The WAPO Misexplains the LIBOR Scandal to You

July 07, 2012

In a piece that has the word “explainer” in its headline, the post proceeds to mis-explain the LIBOR scandal to its readers. The second paragraph tells readers:

“This is a big deal. Remember that JP Morgan scandal a few months back? That was mostly JP Morgan hurting itself. The LIBOR scandal was Barclay’s making money by hurting you.”

The claim is that LIBOR liars cost people money by inflating the LIBOR rate, thereby causing people to pay more on mortgages, car loans and other debts that were tied to the LIBOR. The problem with this claim is that there is no evidence that the mis-reported LIBOR rates had an upward bias. In fact during the financial crisis they were understating the true rate.

This means on average, there is no reason to believe that people paid more on their loans because of the lies than they would have in an honest market. Some people undoubtedly did pay slightly more, but others paid slightly less.
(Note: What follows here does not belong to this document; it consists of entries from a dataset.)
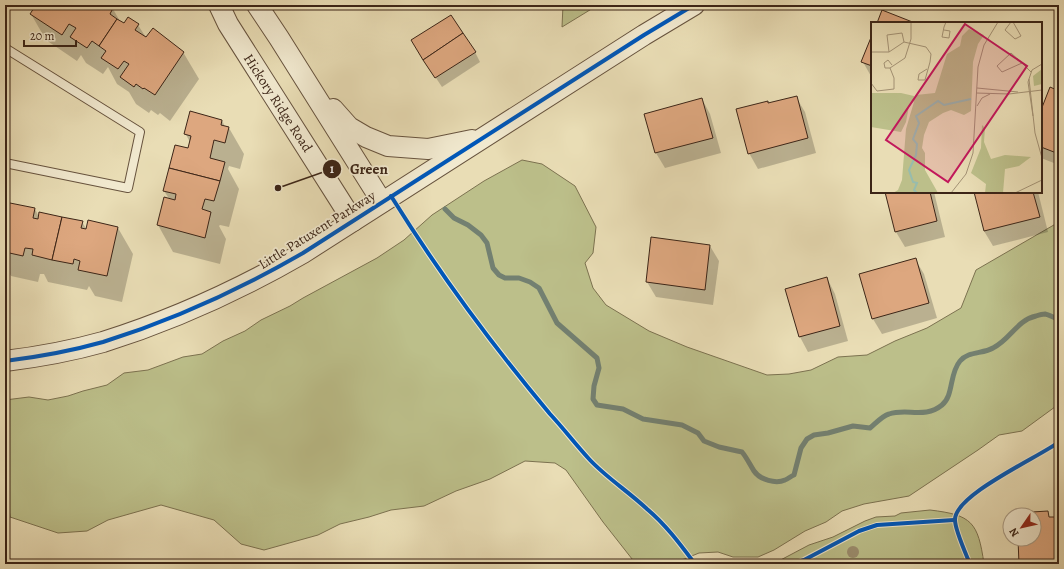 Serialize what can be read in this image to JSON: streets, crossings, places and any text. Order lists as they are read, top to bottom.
{
  "streets": {
    "street": ["Hickory Ridge Road", "Little Patuxent Parkway"]
  },
  "crossings": [
    ["Hickory Ridge Road", "Little Patuxent Parkway"]
  ],
  "places": ["Green"],
  "scale_bar": "20 m",
  "north": "bottom left"
} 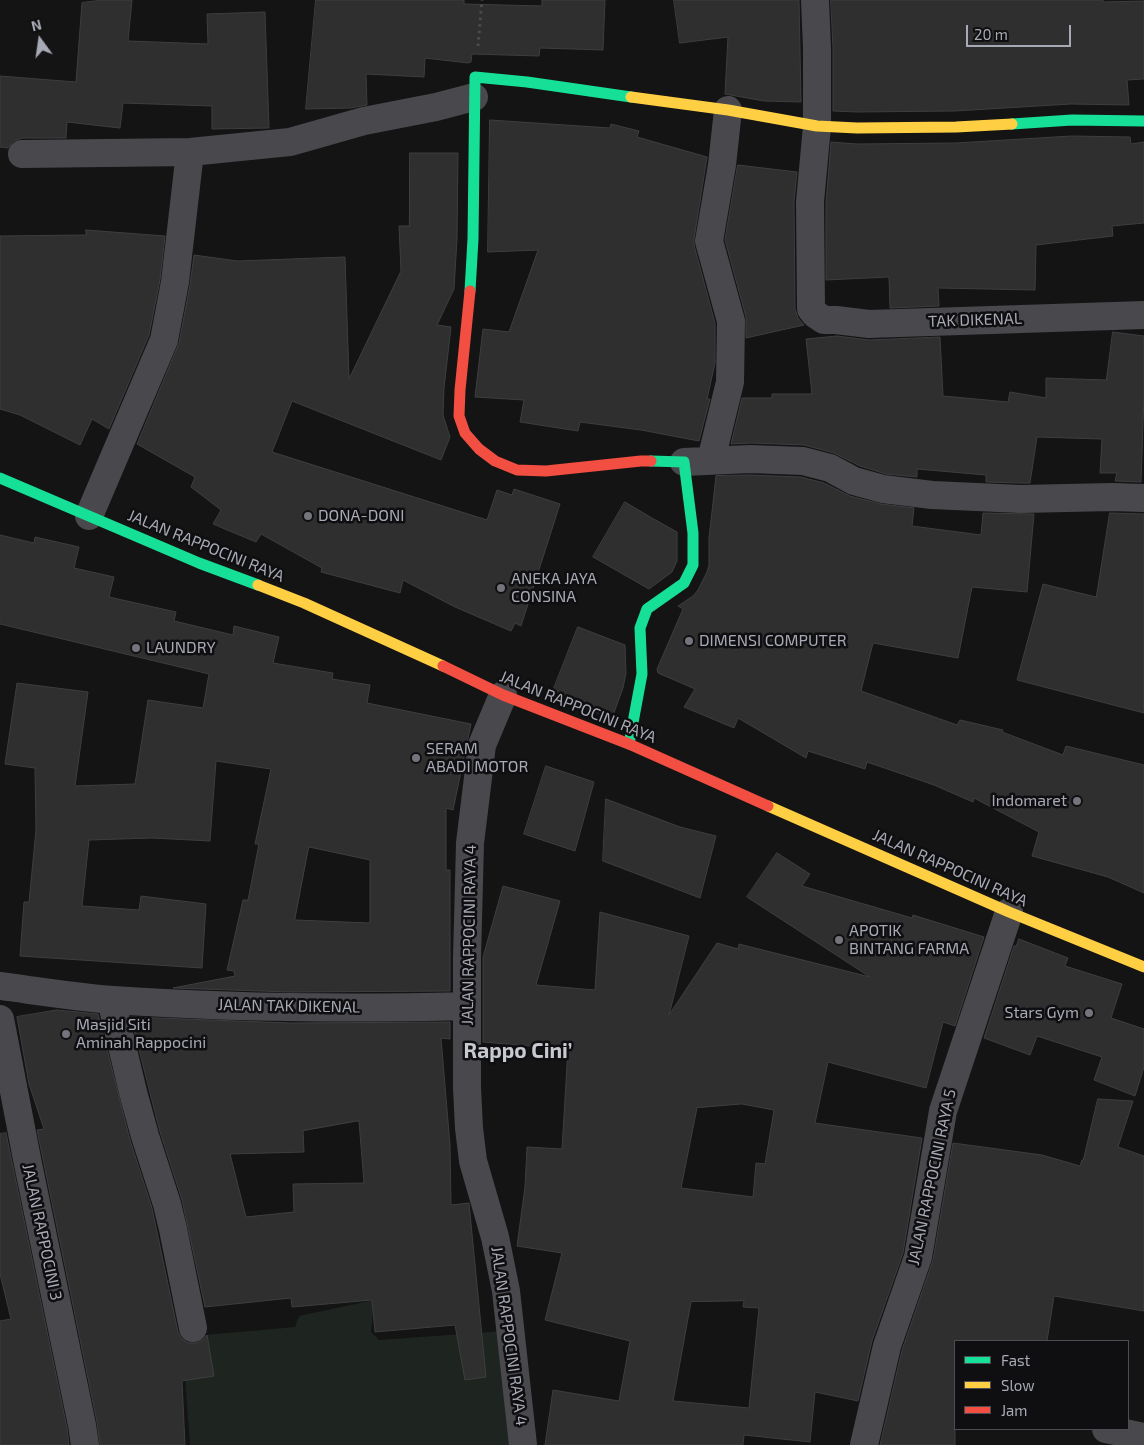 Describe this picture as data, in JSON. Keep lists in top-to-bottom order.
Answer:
{
  "streets": {
    "street": [
      "TAK DIKENAL",
      "JALAN RAPPOCINI RAYA",
      "JALAN RAPPOCINI RAYA 4",
      "JALAN TAK DIKENAL",
      "JALAN RAPPOCINI RAYA 5",
      "JALAN RAPPOCINI 3"
    ]
  },
  "crossings": [
    ["JALAN RAPPOCINI RAYA", "JALAN RAPPOCINI RAYA 4"],
    ["JALAN RAPPOCINI RAYA", "JALAN RAPPOCINI RAYA 5"],
    ["JALAN RAPPOCINI RAYA 4", "JALAN TAK DIKENAL"]
  ],
  "districts": ["Rappo Ciniʼ"],
  "places": [
    "DONA-DONI",
    "ANEKA JAYA CONSINA",
    "DIMENSI COMPUTER",
    "LAUNDRY",
    "SERAM ABADI MOTOR",
    "Indomaret",
    "APOTIK BINTANG FARMA",
    "Stars Gym",
    "Masjid Siti Aminah Rappocini"
  ],
  "legend": ["Fast", "Slow", "Jam"],
  "scale_bar": "20 m",
  "north": "top"
}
And, since the direction of the lies was systematically downward in the crisis period, consumers may have actually benefited from this scam.

The LIBOR scandal is primarily about bankers ripping each other off by using false information to make their trades winners. The bankers deserve to go to jail for this fraud, but their main victims were other traders.

The public did lose in this story but the loss is primarily from resources being devoted to game playing and nonsense in the financial sector which instead could have been devoted to building up the economy. In this sense, the financial sector can be thought of as the equivalent of a massive government agency devoted to promulgating waste, fraud and abuse. The money used to fund this department would be a pointless drag on the economy, just like our bloated financial sector.